Getting a live view of environment variables (Gradle and JDK 9)

dalibor topic dalibor.topic at
Thu May 11 13:19:10 UTC 2017

On 11.05.2017 09:02, Cédric Champeau wrote:
> Thanks for the answers, folks, but I think they are kind of missing the
> point. The fact is that environment variables *are* mutable.

Unfortunately, they are not safely mutable in multi-threaded programs on 
many operating system/libc combinations.

Consider a situation in which one thread calls a not multi-thread safe 
setenv() with a long enough piece of data to stuff into an environment 
variable that it takes more then an instant, while another thread 
simultaneously calls a not multi-thread safe getenv() and reads the 
unfinished, corrupted data, potentially reading beyond boundaries and 
crashing the application.

In such an environment, the safest thing to do is to not update 
environment variables at all. Such environments are very common, 
unfortunately (Linux/glibc is a rather popular one).

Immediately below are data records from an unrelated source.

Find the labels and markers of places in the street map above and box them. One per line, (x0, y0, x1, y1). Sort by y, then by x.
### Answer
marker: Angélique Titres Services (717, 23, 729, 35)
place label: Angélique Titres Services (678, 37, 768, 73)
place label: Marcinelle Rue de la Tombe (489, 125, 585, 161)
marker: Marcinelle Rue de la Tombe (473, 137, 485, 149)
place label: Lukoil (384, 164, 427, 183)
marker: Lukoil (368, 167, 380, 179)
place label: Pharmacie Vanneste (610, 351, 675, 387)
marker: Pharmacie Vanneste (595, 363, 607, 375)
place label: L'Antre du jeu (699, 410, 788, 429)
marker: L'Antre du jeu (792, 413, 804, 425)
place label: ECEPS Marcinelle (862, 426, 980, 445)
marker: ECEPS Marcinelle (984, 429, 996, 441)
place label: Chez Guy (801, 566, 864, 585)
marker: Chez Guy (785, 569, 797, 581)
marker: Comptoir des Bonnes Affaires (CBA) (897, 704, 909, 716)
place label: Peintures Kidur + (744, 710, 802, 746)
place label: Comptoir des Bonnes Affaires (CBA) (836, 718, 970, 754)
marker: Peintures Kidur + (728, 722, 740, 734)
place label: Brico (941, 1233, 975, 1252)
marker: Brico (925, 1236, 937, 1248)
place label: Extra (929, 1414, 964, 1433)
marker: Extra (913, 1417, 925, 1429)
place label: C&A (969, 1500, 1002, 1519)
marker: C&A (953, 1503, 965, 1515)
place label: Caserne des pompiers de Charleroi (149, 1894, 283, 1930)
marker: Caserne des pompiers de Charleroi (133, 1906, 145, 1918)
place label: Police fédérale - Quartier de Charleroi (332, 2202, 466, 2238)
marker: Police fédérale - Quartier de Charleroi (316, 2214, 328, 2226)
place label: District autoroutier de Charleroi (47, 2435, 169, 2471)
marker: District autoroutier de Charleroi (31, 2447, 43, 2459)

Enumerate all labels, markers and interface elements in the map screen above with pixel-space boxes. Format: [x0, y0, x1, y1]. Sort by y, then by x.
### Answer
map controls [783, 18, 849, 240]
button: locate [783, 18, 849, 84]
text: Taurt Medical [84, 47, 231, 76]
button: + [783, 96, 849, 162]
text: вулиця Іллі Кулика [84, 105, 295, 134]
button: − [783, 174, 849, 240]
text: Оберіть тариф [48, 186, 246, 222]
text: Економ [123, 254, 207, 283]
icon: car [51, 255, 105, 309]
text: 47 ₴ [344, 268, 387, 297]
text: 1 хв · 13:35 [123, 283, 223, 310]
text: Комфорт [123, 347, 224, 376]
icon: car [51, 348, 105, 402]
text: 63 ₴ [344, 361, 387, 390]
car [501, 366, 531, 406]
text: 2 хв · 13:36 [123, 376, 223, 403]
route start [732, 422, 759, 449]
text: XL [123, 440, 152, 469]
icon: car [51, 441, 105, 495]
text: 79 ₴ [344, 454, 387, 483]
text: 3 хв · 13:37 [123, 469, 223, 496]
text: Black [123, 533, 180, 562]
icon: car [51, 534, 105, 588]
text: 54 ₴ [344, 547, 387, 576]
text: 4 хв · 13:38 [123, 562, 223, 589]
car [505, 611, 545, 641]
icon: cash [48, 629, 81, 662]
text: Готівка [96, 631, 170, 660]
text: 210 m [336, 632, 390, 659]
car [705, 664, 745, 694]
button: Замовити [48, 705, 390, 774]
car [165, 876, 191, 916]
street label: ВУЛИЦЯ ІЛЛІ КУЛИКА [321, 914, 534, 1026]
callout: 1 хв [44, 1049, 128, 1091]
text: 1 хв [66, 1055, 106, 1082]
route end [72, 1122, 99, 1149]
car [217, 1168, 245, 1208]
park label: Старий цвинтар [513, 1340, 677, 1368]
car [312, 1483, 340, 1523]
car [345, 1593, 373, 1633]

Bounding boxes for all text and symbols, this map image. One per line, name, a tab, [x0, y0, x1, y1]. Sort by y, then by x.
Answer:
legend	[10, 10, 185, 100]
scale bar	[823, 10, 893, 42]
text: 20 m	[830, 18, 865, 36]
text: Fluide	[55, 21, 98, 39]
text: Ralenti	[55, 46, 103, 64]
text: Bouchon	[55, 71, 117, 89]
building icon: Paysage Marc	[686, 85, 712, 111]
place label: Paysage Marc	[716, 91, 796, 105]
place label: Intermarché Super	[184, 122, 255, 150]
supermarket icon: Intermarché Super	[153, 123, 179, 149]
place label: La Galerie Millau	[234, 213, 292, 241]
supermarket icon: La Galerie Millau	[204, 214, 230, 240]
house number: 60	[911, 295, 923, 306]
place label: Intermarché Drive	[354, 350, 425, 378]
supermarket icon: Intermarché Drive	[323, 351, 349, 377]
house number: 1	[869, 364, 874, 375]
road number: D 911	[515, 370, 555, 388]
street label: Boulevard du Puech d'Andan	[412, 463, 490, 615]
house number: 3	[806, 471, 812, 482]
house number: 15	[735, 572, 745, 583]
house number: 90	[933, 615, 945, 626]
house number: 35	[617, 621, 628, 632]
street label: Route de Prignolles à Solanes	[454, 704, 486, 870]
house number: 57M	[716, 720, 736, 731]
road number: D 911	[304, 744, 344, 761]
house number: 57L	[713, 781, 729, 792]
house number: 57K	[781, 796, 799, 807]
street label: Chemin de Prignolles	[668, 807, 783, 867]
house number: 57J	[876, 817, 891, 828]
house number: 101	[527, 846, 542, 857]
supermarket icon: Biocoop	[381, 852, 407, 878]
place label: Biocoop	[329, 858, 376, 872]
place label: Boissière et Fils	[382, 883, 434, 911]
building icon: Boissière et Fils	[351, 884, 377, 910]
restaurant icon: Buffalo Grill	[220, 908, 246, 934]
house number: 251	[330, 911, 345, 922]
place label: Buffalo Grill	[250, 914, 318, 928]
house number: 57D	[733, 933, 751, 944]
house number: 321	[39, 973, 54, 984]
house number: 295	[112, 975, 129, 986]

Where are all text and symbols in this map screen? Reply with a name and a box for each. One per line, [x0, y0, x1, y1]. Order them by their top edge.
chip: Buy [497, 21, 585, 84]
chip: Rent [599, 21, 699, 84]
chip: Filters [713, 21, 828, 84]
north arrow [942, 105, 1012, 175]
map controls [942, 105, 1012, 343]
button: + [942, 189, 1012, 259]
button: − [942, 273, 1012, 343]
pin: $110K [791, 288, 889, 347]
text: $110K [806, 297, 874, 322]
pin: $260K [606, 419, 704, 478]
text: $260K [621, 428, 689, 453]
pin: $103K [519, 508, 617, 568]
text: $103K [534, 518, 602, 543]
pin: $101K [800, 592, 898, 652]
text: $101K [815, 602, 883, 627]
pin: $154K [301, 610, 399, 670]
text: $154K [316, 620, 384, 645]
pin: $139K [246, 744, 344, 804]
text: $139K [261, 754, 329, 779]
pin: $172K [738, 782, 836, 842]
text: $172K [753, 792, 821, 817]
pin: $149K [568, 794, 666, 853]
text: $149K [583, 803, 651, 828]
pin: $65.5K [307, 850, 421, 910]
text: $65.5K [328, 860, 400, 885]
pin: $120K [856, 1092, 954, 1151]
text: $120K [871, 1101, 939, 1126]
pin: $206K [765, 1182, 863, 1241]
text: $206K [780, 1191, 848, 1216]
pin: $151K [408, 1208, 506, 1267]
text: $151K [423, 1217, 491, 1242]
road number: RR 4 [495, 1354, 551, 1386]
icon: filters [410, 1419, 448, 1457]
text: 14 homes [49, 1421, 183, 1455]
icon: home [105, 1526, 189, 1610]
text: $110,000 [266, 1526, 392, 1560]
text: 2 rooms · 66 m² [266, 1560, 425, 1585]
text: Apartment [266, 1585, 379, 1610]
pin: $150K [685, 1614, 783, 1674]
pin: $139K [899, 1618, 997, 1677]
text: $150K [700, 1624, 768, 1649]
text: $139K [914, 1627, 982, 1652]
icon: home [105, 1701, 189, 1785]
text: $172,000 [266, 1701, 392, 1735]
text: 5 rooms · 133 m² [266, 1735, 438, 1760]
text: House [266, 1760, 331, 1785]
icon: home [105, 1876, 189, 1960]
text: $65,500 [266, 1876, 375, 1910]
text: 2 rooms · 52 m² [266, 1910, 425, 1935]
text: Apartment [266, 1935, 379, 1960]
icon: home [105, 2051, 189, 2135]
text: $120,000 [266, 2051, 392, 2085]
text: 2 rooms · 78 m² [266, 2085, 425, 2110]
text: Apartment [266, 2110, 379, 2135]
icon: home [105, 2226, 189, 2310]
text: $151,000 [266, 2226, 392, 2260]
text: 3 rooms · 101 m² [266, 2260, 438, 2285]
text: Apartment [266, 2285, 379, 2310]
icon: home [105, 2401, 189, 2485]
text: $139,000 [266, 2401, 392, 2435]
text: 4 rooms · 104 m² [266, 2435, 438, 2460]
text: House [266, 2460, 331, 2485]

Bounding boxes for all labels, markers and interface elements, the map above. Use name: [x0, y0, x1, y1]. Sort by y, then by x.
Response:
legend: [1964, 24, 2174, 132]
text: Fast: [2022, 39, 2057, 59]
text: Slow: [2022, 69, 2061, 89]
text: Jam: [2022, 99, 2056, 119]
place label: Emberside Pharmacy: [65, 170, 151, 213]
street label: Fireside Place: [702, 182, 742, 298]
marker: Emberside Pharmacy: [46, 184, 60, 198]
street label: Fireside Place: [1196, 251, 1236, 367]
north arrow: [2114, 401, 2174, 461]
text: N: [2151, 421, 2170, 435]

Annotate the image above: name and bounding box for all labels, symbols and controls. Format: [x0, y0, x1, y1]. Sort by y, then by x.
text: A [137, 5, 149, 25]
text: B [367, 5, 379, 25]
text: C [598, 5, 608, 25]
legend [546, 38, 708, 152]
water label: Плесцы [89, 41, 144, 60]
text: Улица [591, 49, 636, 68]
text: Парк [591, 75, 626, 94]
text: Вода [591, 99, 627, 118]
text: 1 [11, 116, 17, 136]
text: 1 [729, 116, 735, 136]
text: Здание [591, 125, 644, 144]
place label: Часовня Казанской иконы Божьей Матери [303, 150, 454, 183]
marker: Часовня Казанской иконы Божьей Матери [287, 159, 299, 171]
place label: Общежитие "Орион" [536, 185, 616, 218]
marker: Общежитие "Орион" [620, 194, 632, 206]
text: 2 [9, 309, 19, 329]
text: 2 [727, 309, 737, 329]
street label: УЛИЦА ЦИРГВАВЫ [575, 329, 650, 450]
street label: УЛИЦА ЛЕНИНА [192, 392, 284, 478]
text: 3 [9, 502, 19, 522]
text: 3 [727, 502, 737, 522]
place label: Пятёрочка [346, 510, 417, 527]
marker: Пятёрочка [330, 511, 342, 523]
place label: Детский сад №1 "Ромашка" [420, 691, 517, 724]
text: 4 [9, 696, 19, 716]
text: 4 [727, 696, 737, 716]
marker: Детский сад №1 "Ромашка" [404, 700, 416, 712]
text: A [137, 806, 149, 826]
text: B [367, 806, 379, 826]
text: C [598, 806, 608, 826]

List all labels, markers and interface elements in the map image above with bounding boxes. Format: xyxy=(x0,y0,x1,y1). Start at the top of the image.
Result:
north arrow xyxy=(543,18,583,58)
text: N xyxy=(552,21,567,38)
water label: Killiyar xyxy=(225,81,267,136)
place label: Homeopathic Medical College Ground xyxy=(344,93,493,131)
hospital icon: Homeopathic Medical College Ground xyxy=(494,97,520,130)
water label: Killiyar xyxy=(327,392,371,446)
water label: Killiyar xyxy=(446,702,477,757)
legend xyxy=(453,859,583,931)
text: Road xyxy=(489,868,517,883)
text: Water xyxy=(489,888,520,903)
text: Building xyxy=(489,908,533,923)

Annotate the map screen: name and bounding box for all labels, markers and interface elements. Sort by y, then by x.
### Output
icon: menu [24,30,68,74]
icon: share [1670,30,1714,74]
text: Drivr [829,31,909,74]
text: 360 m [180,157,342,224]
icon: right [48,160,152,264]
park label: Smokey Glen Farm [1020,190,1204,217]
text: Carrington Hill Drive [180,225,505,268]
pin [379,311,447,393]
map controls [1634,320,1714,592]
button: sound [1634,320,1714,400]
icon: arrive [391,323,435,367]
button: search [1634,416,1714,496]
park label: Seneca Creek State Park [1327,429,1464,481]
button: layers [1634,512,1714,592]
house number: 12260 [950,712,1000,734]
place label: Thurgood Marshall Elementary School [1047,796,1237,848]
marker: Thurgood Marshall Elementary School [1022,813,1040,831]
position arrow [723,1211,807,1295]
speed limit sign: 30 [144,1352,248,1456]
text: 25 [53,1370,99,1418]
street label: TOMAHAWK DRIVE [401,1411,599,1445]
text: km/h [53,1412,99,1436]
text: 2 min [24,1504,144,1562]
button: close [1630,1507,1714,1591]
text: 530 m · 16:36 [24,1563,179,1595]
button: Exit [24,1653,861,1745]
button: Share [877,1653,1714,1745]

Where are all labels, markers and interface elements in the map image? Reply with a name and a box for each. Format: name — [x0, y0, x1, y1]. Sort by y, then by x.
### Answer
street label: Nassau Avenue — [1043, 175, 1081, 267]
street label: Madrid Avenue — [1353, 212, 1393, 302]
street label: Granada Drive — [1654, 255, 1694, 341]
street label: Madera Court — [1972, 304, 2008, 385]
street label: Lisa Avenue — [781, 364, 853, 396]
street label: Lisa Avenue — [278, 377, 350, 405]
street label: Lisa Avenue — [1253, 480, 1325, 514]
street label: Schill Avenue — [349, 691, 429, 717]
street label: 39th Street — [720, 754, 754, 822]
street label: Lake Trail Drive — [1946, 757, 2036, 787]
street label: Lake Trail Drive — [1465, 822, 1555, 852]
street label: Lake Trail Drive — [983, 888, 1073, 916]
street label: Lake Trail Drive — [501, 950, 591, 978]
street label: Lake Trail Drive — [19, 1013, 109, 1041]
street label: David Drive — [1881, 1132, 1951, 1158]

Unfortunately, you might not really be able to stop JNI code from 
calling setenv() or an equivalent (or just messing with char ** environ 
directly for fun and profit) at any given point in time so you might not 
be sure that the environment is safe to read at any given point in time, 
either, except at startup time before anyone has had a chance to mess 
with the environment in the first place.

So the one safe thing one can do is what Java already does.

Going beyond in a safe and portable fashion in the JDK itself might be 
quite tricky and require a bit of thought, because environment variables 
are quite a bit of mess to deal with  - see for a 
nice read.

And that's without even starting to think about the security surface of 
such functionality. For a start, consider the various ways environment 
variables can go wrong elaborated in 

So while it may seem that we're missing the point, and you may very well 
be right, I would naively suspect that providing functionality to 
read/modify/update environment variables in a way that doesn't cause 
problems down the road might not be quite as trivial as it might seem.